一、导出Hbase的表文件到HDFS -------------------------------------------------------------------------- 1.复制hbase的jar文件和metrices-core-xxx.jar文件到hadoop类路径下. $>cd /soft/hbase/lib $>ls | grep hbase | cp `xargs` /soft/hadoop/share/hadoop/common/lib $>ls | grep metric | cp `xargs` /soft/hadoop/share/hadoop/common/lib 2.执行hbase-server-VERSION.jar下的MR程序,导出hbase的数据[TSV文件]到hdfs中。
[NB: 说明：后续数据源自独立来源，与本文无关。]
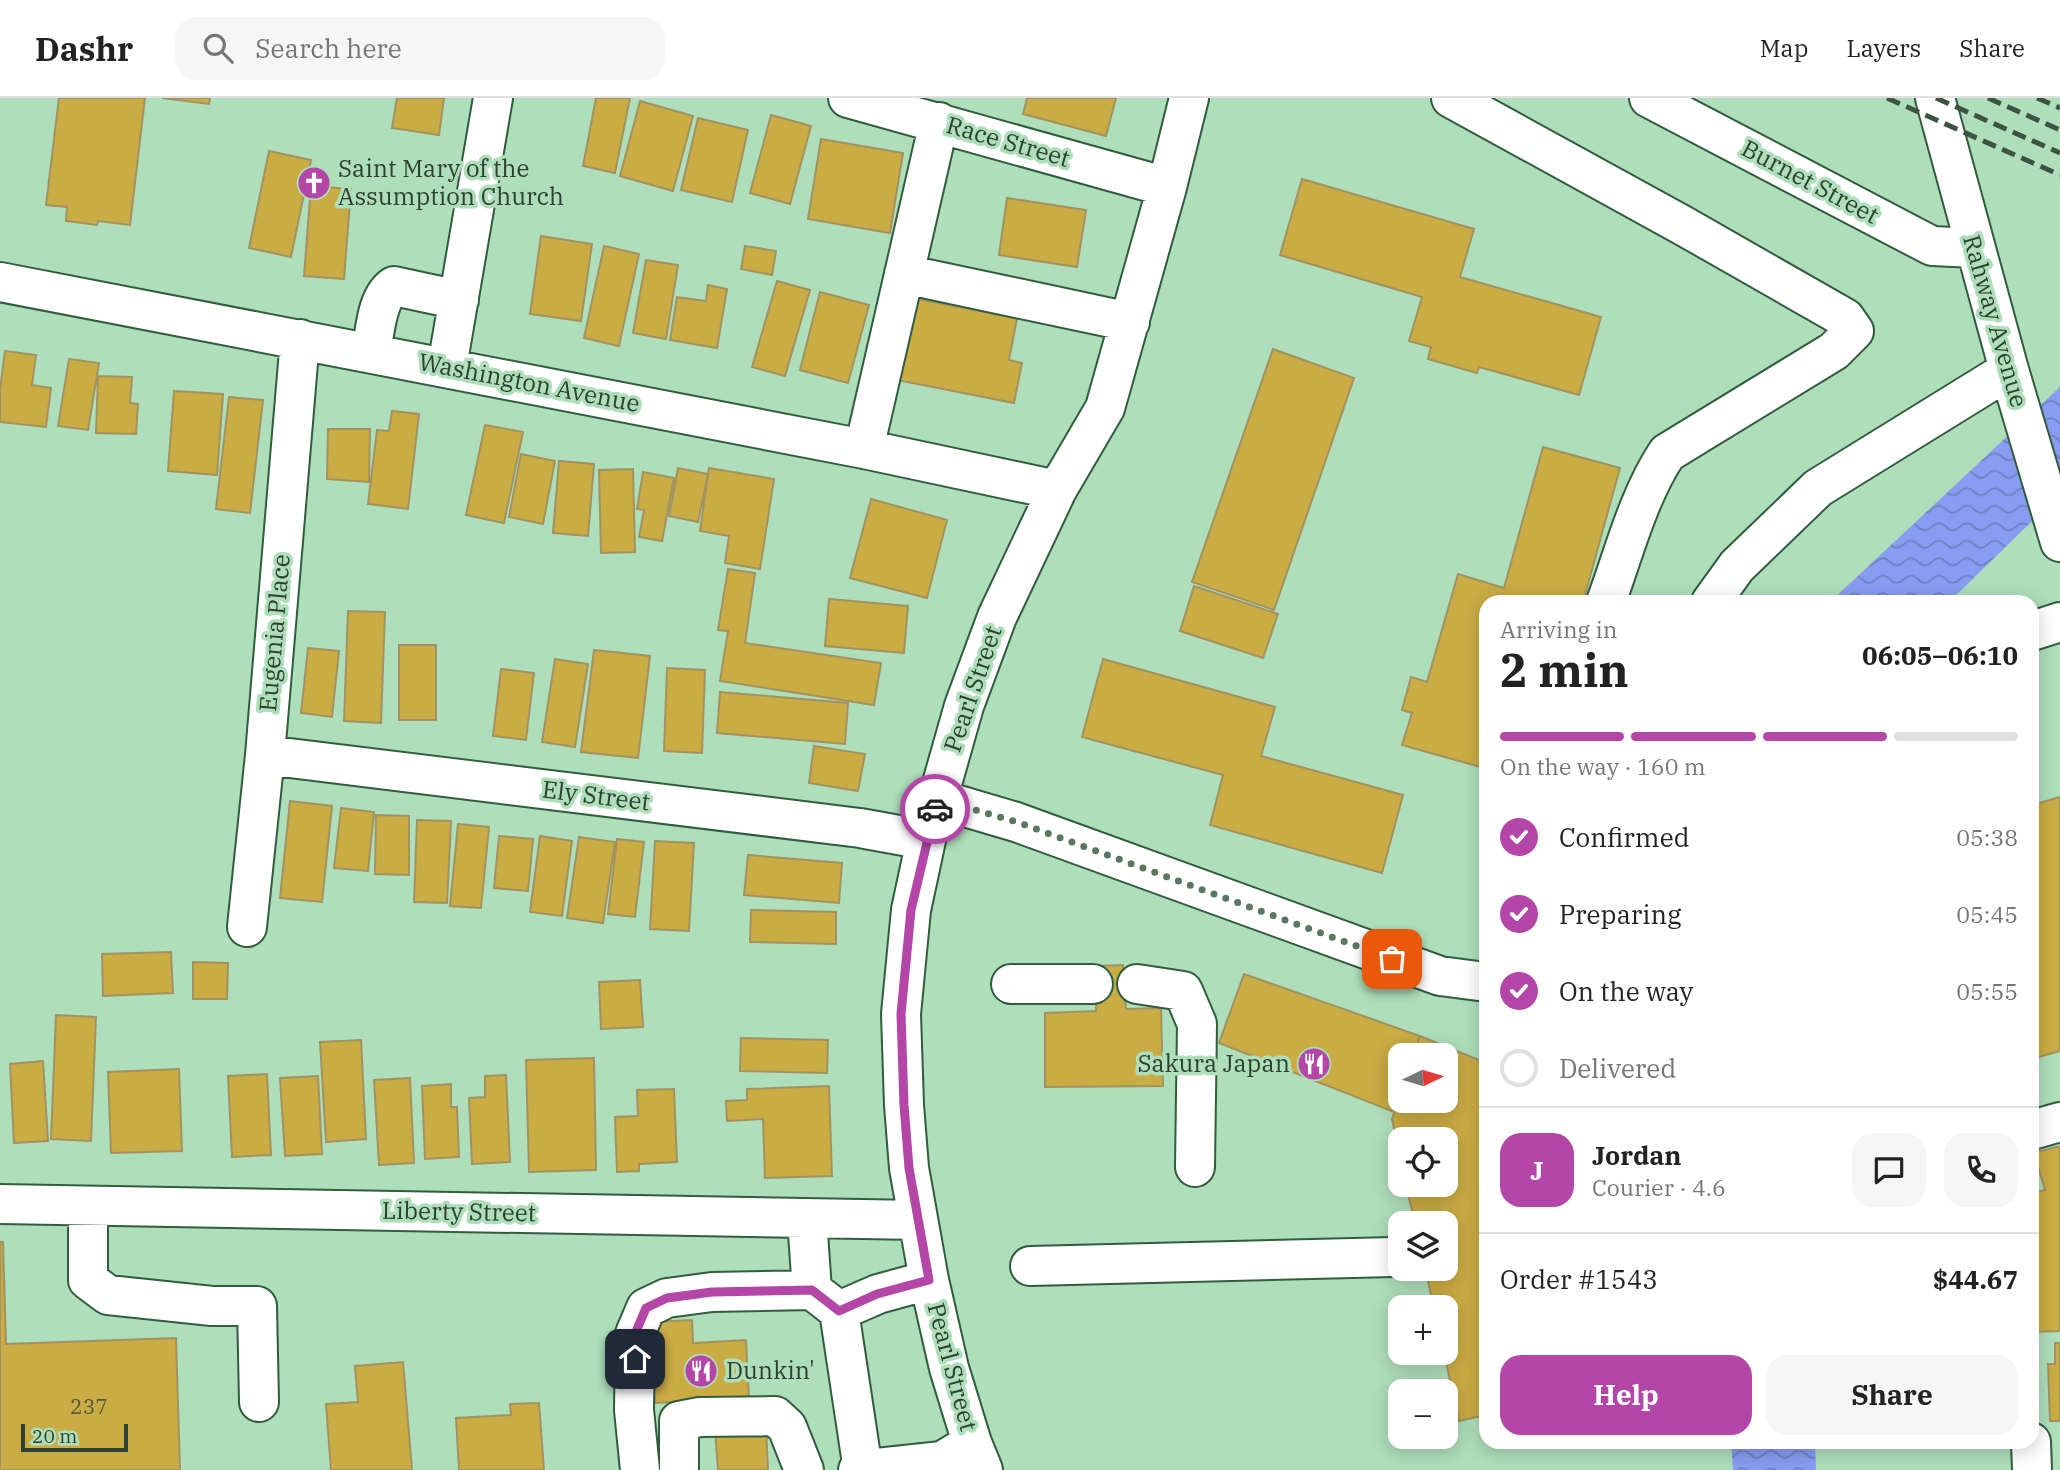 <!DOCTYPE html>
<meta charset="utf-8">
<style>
:root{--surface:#fff;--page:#f6f6f6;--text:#222;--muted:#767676;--line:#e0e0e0;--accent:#b346a6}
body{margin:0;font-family:"IBM Plex Serif",serif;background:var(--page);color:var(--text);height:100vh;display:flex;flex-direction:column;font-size:26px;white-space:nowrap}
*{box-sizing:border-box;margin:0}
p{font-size:23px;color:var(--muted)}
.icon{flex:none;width:38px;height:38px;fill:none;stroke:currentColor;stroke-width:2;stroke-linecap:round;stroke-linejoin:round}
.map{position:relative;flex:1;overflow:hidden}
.panel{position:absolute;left:1479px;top:497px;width:560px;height:854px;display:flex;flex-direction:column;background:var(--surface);border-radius:21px;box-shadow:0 4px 18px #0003}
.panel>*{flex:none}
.needle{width:46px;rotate:85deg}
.buttons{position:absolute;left:1388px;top:945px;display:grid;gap:14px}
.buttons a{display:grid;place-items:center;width:70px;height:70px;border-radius:14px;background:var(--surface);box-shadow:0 4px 18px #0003;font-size:35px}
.scale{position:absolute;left:21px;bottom:18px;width:107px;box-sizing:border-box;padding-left:7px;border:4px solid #2d4032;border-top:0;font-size:19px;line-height:24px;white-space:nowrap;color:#2d4032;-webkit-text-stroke:5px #aedeba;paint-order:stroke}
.pin{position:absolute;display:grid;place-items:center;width:60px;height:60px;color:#fff;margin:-30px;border-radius:14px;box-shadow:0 4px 10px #0006}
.courier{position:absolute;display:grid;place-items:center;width:70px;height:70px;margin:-35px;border:5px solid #b346a6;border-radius:50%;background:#fff;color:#222;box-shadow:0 2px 9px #0007}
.overview em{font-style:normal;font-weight:700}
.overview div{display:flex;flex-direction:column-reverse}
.overview{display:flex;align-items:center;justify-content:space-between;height:119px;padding:0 21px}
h1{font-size:46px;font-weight:700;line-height:52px}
.bar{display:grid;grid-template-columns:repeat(4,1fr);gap:10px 7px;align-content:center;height:84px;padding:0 21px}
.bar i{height:9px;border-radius:5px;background:var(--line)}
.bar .active{background:var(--accent)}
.bar p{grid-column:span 4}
.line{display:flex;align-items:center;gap:18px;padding:0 21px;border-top:2px solid var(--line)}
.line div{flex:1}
.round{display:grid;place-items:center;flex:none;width:74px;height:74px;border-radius:21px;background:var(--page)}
ol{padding:0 21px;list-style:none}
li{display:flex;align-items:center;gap:21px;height:77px}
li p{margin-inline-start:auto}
li .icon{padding:7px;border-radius:50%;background:var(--accent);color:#fff;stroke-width:4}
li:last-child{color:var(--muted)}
li i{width:38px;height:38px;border:4px solid var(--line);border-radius:50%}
.primary-button{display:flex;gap:14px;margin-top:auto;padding:14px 21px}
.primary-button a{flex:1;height:80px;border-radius:21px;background:var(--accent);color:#fff;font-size:28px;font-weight:700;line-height:80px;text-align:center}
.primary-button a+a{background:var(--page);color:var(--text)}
header{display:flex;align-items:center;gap:42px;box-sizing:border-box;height:98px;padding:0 35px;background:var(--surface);border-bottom:2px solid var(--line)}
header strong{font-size:33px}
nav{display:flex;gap:38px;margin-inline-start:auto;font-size:24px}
.search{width:490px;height:63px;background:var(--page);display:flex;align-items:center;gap:18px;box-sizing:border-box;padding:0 24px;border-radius:21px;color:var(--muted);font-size:26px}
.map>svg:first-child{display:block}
.water{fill:url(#water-waves)}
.building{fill:#caac44;stroke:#a29261;stroke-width:2}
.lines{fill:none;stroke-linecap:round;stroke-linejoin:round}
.minor-casing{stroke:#315c3e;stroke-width:42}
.minor{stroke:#fff;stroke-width:38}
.rail{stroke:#3d5443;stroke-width:5;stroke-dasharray:14 7;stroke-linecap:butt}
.done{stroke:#5a7762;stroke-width:7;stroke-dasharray:0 12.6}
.route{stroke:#b346a6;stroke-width:9}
.labels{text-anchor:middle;stroke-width:7;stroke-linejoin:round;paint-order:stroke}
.number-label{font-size:21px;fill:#545b36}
.street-label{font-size:24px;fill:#2d4032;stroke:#aedeba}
.poi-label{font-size:24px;fill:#2d4032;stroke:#aedeba;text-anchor:start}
</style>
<header>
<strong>Dashr</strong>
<div class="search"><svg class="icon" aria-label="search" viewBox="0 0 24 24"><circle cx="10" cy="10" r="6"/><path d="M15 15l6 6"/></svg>Search here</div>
<nav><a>Map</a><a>Layers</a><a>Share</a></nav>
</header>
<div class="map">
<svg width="2060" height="1372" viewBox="0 0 2060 1372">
<defs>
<pattern id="water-waves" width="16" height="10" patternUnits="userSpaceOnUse" patternTransform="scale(1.75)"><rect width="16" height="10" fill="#889cf1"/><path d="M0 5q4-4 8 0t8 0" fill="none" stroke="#7081c4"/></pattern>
</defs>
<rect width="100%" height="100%" fill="#aedeba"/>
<path class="water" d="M2060 289V396L1949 504H1830Z
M1731 1344H1815L1816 1372H1733Z"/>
<path class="building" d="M59 0H145L130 127 98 123 97 127 66 123 67 109 46 107Z
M162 0H210L209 6Z
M397 0H444L439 37 392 30Z
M596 0H630L615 75 583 68Z
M1027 0H1116L1106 38 1023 16Z
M640 3 693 18 673 93 620 78Z
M771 17 811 28 790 106 750 95Z
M698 20 748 32 732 104 681 92Z
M821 41 903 55 890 135 808 121Z
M269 53 311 62 291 159 249 150Z
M1302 81 1474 131 1460 179 1601 219 1579 297 1479 269 1477 275 1428 261 1431 249 1409 243 1422 199 1280 157Z
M311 88 351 91 344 181 304 178Z
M1007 100 1086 112 1077 169 999 157Z
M541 138 592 146 581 223 530 216Z
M604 148 639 156 619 248 584 240Z
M745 148 776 153 772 177 741 171Z
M646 162 678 167 666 241 633 235Z
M777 183 810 192 785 278 752 269Z
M708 187 727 191 717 250 670 242 677 199 706 203Z
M820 194 869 207 848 285 800 272Z
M912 200 1017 220 1009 262 1022 265 1014 305 897 282Z
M1273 251 1354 280 1274 512 1192 484Z
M5 253 36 257 32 287 51 290 46 329 0 324V291Z
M69 261 99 265 88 332 58 328Z
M98 278 132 279 130 305 138 306 136 336 96 335Z
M174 293 223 296 217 377 168 373Z
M229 299 263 302 250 415 216 411Z
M392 313 419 316 408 411 368 406 377 332 389 333Z
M485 327 523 334 504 425 466 417Z
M328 331H370L369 384 327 381Z
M1543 349 1620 370 1583 504H1486V663L1484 670 1402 647 1412 615 1402 612 1411 579 1427 584 1458 476 1504 490Z
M521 356 555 363 543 426 509 419Z
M559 363 594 366 588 438 553 435Z
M678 370 708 376 698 424 669 418Z
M709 370 774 381 760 471 725 465 729 438 700 433Z
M633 371 635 454 601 455 599 372Z
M643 374 674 380 662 443 639 439 644 412 637 411Z
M871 401 947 422 927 500 850 480Z
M728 471 755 475 745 545 881 565 874 607 720 583 728 533 718 532Z
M1194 488 1278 516 1263 560 1180 533Z
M829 501 908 508 904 555 825 548Z
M348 513 385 514 381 625 344 623Z
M399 547H436V622H399Z
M308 550 339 553 332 619 301 615Z
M594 552 650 558 638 660 581 654Z
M555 561 588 566 575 649 542 644Z
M1103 561 1275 609 1261 658 1403 697 1382 775 1210 727 1223 677 1082 639Z
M667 570 705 572 702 655 664 653Z
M501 571 534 575 526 642 493 638Z
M720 594 848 605 845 646 717 635Z
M814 648 865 656 858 693 809 685Z
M2060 699V953L2032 961V707Z
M290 703 332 708 322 804 280 800Z
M341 710 374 714 368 773 334 770Z
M376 717 409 718V777L375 776Z
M417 722 451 723 447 805 414 804Z
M458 726 489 729 481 810 450 808Z
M499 738 533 741 528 793 494 790Z
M540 738 572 743 562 818 530 814Z
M579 739 615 744 603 825 567 820Z
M617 741 644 744 635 819 608 816Z
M655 743 694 745 689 833 650 831Z
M748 757 842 765 839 805 744 797Z
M751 812 836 814V846L750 844Z
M171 854 173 895 103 898 102 856Z
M193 864 228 865 227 901H193Z
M1123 867 1126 911 1161 910 1163 988 1045 989V915L1096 913V868Z
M1244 876 1420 938 1413 957H1400V997L1394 1014 1219 945Z
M640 882 643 929 601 931 599 884Z
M56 917 96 919 91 1043 51 1041Z
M1420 938 1486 965V1317L1459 1323 1444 1255 1446 1209H1434L1425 1171H1446V1125H1415L1406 1087H1446V1041H1400V1058L1392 1021 1400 997V1003H1446V957H1413Z
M741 940 828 942 827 975 740 973Z
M361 942 366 1041 326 1044 320 944Z
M594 960 596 1072 529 1074 526 962Z
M43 963 48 1043 14 1045 10 966Z
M179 971 182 1053 111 1055 108 974Z
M267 976 271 1057 232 1059 228 978Z
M506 977 510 1064 472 1066 469 1000 485 999V978Z
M318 978 322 1056 285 1058 280 980Z
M410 980 414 1065 379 1067 374 982Z
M451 986V1009H457L459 1059 425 1061 422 988Z
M829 988 832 1078 765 1080 763 1021 727 1023 726 1003 747 1002V991Z
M674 991 677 1064 639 1066V1073L617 1074 615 1019 638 1018 637 992Z
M2060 1048V1233L2032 1234V1095L2045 1092 2034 1055Z
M0 1144H3L6 1246 176 1240 180 1372H0Z
M692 1222 693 1245 746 1242 749 1301 655 1305 651 1224Z
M2055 1245H2060V1323H2050L2048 1266H2055Z
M403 1264 412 1372H331L326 1306 358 1304 355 1268Z
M539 1305 544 1372H459L456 1320 511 1317 510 1306Z
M766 1328 768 1372H718L715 1331Z"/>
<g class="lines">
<defs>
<path id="minor" d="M848 0 1167 89
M1451 0 1682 127 1845 220 1854 233 1834 253 1667 355C1638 399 1624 455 1606 504
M1649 0 1932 148 1975 150
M1935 0 2009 272 2060 444
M904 176 1130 224
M0 184 864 351 1057 392
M371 255C375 235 376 200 394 188L459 202
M447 269 493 0
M864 351 939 24
M1711 504 1737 468 1818 390 2009 272
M2032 533 2060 524
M265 657 860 730 926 742
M938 701 1016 724 1440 878 1486 884
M247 829 265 657 300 241
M1011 886H1093
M1137 886 1183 893 1197 926 1195 1069
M2032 1032 2060 1024
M0 1106 918 1122
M88 1108V1182L108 1197 212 1208H257L259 1304
M807 1121 812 1192
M1030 1168 1394 1159
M839 1213 878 1196 929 1182
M2031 1344 2032 1372
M640 1372 634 1312 635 1236 646 1210 667 1200 712 1194 812 1192 839 1213 863 1372
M679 1372V1323L700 1319 775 1318 787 1329 804 1372
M858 1372 942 1363 972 1345
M983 1372 972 1345 949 1270 929 1182 909 1070 904 1007 901 916 911 812 926 742 964 608 997 519 1057 392 1105 310 1167 89 1189 0"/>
</defs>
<use href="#minor" class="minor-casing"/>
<use href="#minor" class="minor"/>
<path class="rail" d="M1887 0 2060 77
M1936 0 2060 55
M1988 0 2060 32
M2037 0 2060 10"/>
</g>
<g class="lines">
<path class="done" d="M935 711 938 701 1017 724 1392 861"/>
<path class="route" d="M635 1261V1236L646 1210 667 1200 712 1194 812 1192 839 1213 877 1196 929 1182 909 1070 904 1007 901 916 911 812 935 711"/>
</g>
<defs>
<symbol id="church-disc" viewBox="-11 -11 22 22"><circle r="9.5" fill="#b346a6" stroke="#aedeba"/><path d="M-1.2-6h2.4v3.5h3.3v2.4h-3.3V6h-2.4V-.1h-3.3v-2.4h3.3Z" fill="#fff"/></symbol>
<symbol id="restaurant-disc" viewBox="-11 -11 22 22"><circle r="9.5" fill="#b346a6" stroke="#aedeba"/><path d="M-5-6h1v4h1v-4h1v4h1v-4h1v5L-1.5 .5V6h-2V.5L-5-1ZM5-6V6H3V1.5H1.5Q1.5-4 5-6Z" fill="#fff"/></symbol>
</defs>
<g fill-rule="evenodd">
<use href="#church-disc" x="295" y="66" width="38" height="38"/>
<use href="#restaurant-disc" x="1295" y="947" width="38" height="38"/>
<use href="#restaurant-disc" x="682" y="1254" width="38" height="38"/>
</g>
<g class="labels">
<g class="number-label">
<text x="89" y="1316">237</text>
</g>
<g class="street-label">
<text transform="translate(1008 44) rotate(16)" y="8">Race Street</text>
<text transform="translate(1810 84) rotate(28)" y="8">Burnet Street</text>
<text transform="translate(1995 223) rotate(74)" y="8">Rahway Avenue</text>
<text transform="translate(529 285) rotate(11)" y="8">Washington Avenue</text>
<text transform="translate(275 535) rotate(-85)" y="8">Eugenia Place</text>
<text transform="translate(973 591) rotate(-71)" y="8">Pearl Street</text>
<text transform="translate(596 698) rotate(7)" y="8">Ely Street</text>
<text transform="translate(459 1114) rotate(1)" y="8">Liberty Street</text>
<text transform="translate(952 1269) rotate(75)" y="8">Pearl Street</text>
</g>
<g class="poi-label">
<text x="338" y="79">Saint Mary of the<tspan x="338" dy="28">Assumption Church</tspan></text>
<text x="1290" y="974" text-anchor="end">Sakura Japan</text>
<text x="726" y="1281">Dunkin'</text>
</g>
</g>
</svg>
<div class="buttons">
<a><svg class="needle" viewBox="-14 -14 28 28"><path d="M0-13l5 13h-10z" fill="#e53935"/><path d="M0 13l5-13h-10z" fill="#767676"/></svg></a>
<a><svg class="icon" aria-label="locate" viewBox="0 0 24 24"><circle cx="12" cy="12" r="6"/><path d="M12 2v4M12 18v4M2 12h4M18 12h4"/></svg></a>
<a><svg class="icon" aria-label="layers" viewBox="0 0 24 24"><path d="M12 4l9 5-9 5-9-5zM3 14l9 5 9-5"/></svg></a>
<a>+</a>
<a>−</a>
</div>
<div class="scale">20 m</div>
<div class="pin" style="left:1392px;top:861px;background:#ea580c"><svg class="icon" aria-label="bag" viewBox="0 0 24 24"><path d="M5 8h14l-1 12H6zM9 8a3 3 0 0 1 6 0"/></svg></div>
<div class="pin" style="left:635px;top:1261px;background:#1f2937"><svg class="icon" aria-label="home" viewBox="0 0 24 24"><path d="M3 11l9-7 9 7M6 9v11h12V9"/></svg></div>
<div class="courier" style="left:935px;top:711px"><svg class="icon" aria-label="car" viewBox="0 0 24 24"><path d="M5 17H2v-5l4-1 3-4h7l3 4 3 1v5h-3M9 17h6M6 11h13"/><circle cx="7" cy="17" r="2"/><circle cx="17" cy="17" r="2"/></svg></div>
<section class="panel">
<div class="overview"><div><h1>2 min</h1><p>Arriving in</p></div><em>06:05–06:10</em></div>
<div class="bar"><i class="active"></i><i class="active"></i><i class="active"></i><i></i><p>On the way · 160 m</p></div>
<ol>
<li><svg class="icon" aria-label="check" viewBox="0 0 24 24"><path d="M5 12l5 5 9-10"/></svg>Confirmed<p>05:38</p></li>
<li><svg class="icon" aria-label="check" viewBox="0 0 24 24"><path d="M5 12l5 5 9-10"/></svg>Preparing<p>05:45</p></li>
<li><svg class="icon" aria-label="check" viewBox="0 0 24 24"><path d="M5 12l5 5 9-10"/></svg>On the way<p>05:55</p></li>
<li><i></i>Delivered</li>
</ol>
<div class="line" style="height:126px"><b class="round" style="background:var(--accent);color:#fff">J</b><div><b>Jordan</b><p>Courier · 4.6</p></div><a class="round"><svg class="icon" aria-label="chat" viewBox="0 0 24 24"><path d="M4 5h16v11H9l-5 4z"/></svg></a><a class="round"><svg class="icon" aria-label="phone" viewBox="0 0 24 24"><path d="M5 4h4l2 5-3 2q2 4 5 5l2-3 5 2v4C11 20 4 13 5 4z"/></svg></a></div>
<div class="line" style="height:91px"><div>Order #1543</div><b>$44.67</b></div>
<div class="primary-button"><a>Help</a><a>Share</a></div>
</section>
</div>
这个就是hbase库的数据 $> cd /soft/hbase/lib $> hadoop jar hbase-server-1.2.6.jar export call:calllogs /data/HbaseTableDataout 二、Hbase Bulk Load Hbase大批量数据的迁移 A表-->B空表[可以跨空间] ------------------------------------------------------------------------- 1.原理 B是空表,和A的表结构相同 将A表在HDFS上的数据文件直接拷贝到B表中,从而使B表拥有和A表相同的文件 2.复制hbase的jar文件和metrices-core-xxx.jar文件到hadoop类路径下. $>cd /soft/hbase/lib $>ls | grep hbase | cp `xargs` /soft/hadoop/share/hadoop/common/lib $>ls | grep metric | cp `xargs` /soft/hadoop/share/hadoop/common/lib 3.hbase上建B表 $hbase> create 'ns1:mytable1' , 'f1'. 'f2' 4.通过hbase的completebulkload命令实现TSV数据加载到B库的ns1:mytable表中 $> cd /soft/hbase/lib $> hadoop jar hbase-server-1.2.6.jar completebulkload /hbase/data/call/calllogs/4471f0b068b2b425fdec957d25d4ab02 ns1:mytable1 [/hbase/data/call/calllogs/4471f0b068b2b425fdec957d25d4ab02 就是A表在hbase中的数据路径] 三、MySQL数据通过MR导入到Hbase表中 ------------------------------------------------------------- 1.添加依赖
<?xml version="1.0" encoding="UTF-8"?>
<project xmlns="http://maven.apache.org/POM/4.0.0"
xmlns:xsi="http://www.w3.org/2001/XMLSchema-instance"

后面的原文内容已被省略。